Tuesday, April 16, 2024

Update: Prosecutor reviewed potential child abuse incident without knowing parent was Wilmington police officer 

The District Attorney's office reviewed the allegations against a suspect in a potential child abuse case without being informed he was a Wilmington Police Department officer, a spokesperson said. (Port City Daily photo / File)
The District Attorney’s office reviewed the allegations against a suspect in a potential child abuse case without being informed he was a Wilmington Police Department officer, a spokesperson said. (Port City Daily photo / File)

WILMINGTON — Earlier this month, authorities responded to a 911 call and found the 8-year-old daughter of a Wilmington Police Department officer had been left, naked and alone, locked in the back of a car outside a bar and restaurant. The district attorney’s office says the case was reviewed without the knowledge that the potential suspect was a law enforcement officer.
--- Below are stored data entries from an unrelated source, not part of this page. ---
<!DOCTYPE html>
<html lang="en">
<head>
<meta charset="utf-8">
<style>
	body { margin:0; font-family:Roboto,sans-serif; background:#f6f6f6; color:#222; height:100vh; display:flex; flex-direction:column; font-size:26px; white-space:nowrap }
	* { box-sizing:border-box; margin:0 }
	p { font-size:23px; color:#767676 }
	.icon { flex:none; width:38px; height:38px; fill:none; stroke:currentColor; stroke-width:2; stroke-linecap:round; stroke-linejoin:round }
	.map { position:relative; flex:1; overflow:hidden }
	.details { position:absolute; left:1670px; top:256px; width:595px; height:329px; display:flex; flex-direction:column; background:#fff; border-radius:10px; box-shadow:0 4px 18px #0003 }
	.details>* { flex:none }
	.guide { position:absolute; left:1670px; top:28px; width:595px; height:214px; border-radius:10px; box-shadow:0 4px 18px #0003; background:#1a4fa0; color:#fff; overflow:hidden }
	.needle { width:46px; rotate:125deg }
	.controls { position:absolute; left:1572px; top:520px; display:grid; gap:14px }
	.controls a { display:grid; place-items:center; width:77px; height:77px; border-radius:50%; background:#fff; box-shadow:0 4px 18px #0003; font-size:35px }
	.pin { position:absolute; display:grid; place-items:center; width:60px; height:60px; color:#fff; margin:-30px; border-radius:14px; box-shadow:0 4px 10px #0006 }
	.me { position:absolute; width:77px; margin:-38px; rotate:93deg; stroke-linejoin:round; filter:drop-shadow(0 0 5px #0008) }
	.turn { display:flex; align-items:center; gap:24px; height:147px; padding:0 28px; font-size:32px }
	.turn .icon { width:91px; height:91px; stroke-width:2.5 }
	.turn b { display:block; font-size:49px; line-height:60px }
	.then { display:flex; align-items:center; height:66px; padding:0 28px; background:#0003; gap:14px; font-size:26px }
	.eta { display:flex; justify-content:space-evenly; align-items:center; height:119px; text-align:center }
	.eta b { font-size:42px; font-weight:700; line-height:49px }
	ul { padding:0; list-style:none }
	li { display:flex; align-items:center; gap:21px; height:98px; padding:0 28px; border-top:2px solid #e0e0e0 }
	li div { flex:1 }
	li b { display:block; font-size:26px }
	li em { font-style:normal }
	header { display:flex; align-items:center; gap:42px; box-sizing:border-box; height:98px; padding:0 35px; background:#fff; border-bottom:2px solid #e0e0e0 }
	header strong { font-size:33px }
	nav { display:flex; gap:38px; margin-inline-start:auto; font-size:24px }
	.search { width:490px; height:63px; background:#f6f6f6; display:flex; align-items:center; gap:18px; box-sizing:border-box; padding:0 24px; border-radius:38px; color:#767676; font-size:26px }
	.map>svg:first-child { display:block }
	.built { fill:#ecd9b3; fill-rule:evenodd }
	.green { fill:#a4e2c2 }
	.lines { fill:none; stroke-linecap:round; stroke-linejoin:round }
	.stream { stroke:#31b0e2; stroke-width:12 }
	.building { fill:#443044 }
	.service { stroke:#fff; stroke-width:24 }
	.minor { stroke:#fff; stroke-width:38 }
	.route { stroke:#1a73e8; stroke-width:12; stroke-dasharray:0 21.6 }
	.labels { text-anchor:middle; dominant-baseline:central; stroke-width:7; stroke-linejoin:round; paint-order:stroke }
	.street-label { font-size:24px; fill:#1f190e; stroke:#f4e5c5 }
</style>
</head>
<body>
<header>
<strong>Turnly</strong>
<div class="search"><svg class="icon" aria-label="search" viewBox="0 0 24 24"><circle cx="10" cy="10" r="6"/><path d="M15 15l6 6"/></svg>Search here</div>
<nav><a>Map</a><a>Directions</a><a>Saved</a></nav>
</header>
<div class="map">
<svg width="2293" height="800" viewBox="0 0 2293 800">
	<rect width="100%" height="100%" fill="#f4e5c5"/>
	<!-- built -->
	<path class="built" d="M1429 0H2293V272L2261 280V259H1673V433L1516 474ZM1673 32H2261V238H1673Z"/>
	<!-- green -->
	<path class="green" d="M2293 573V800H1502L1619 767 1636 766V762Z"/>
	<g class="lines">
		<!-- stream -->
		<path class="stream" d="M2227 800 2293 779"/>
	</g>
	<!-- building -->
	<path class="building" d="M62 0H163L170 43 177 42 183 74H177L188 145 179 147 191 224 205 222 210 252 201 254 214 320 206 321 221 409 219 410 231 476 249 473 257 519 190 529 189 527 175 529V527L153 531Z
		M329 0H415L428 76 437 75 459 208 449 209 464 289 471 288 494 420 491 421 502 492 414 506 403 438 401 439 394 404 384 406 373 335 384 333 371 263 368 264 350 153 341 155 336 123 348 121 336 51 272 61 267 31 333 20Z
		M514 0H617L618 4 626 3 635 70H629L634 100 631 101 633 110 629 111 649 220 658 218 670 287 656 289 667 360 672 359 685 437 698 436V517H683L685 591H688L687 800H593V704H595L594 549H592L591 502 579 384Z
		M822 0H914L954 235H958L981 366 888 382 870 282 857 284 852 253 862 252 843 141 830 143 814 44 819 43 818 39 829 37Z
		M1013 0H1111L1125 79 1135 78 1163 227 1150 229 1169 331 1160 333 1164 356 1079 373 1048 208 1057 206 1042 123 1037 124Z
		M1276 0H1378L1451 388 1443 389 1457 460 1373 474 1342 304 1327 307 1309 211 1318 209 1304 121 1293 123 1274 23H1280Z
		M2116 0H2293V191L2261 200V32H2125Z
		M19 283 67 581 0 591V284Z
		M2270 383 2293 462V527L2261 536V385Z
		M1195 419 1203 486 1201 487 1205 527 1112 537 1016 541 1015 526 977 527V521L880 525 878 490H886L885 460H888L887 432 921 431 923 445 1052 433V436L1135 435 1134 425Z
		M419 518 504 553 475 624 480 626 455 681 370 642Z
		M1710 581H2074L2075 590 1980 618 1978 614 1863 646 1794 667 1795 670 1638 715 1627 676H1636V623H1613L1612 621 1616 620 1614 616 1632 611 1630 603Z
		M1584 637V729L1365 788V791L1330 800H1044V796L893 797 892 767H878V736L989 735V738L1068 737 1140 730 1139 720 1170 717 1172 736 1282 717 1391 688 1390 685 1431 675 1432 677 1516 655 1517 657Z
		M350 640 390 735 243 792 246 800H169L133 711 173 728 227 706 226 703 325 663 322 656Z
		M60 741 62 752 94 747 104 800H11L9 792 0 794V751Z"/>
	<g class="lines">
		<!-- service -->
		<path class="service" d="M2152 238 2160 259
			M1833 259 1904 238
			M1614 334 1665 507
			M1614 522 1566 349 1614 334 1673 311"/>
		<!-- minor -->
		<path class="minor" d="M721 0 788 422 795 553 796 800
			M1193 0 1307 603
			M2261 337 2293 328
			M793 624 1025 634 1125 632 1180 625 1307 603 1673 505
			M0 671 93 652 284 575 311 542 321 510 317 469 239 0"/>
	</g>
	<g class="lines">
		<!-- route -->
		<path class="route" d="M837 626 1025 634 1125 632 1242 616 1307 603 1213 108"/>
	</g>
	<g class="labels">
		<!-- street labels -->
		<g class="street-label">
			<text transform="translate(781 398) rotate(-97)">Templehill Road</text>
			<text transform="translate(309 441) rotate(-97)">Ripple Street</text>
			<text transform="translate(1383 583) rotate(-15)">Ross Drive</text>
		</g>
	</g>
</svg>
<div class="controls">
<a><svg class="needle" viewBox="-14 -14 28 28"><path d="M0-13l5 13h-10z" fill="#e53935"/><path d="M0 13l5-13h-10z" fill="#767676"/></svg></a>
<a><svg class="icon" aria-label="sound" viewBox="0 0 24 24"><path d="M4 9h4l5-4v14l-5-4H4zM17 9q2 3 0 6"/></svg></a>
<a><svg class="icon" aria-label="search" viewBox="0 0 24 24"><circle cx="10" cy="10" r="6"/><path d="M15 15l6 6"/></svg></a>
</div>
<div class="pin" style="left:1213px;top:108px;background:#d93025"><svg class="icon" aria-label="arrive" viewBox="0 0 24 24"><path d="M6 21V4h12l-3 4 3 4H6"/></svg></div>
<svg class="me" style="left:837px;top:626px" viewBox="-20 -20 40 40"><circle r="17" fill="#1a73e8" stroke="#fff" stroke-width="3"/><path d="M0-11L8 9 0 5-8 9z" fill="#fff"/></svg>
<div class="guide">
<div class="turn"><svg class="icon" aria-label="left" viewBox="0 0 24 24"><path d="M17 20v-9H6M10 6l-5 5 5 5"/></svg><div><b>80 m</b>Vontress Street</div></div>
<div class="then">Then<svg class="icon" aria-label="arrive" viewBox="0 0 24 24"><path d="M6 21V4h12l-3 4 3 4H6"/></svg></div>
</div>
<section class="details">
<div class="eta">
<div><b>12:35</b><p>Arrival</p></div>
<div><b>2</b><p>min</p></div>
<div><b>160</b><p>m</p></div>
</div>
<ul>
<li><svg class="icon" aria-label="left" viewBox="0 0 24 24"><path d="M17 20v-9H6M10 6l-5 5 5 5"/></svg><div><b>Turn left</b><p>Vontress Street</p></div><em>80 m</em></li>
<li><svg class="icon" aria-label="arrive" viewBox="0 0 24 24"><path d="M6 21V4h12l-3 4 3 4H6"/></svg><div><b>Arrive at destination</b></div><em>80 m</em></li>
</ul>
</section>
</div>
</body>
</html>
Related: Internal Affairs investigating Wilmington officer who allegedly left his naked child locked in a car while dining

A 911 call was placed on Saturday, October 19, around 5:45 p.m. after employees of the Ogden Tap Room noticed the daughter of Willmington Police Department (WPD) Lieutenant Matthew Malone in a car parked behind the restaurant. The young girl told the caller that she needed to use the bathroom, but had been ordered by her father not to leave the car.

Malone and his wife had apparently placed their daughter in the car after her clothes became wet, possibly while playing on a ‘bouncy house’ set up for the bar’s annual Oktoberfest celebration; Malone then returned to the bar, leaving his daughter wrapped in a towel.

Two deputies from the New Hanover County Sheriff’s Office (NHCSO) were dispatched and interviewed several people at the scene, including Malone. Ultimately, NHCSO chose not to press charges against Malone, but not before consulting the District Attorney’s office.

The incident was presented to a prosecutor at the District Attorney’s office who specializes in child abuse cases, according to Samantha Dooies, assistant to District Attorney Ben David.

The prosecutor considered both general criminal activity and specifically the North Carolina statutory definition of misdemeanor child abuse, which reads:

§ 14-318.2. Child abuse a misdemeanor.

(a) Any parent of a child less than 16 years of age, or any other person providing care to or supervision of such child, who inflicts physical injury, or who allows physical injury to be inflicted, or who creates or allows to be created a substantial risk of physical injury, upon or to such child by other than accidental means is guilty of the Class A1 misdemeanor of child abuse.

(b) The Class A1 misdemeanor of child abuse is an offense additional to other civil and criminal provisions and is not intended to repeal or preclude any other sanctions or remedies.

(c) A parent who abandons an infant less than seven days of age pursuant to G.S. 14-322.3 shall not be prosecuted under this section for any acts or omissions related to the care of that infant.

While the fact that Malone is a high-ranking, long-serving police officer — hired in July, 2002, and currently making $75,000 annually as a lieutenant — prompted speculation on social media that he had received special treatment, Dooies specifically noted that the prosecutor who reviewed the case did so without the knowledge that the suspect was a law enforcement officer.

It is worth noting that while the District Attorney’s office does frequently consult with local law enforcement on cases, the ultimate decision to arrest — or not arrest — comes solely from those law enforcement agencies in concert with a magistrate or judge, in this case NHCSO; arrest warrants are issued after law enforcement requests them from magistrates, a decision in which the DA’s office has no role.

After an arrest, the DA’s office can choose to proceed with pressing charges or drop them.

While the Internal Affairs Unit of the WPD’s Professional Standards Division is still investigating Malone’s conduct, he has not been placed on either administrative or unpaid leave, according to employment records provided Tuesday.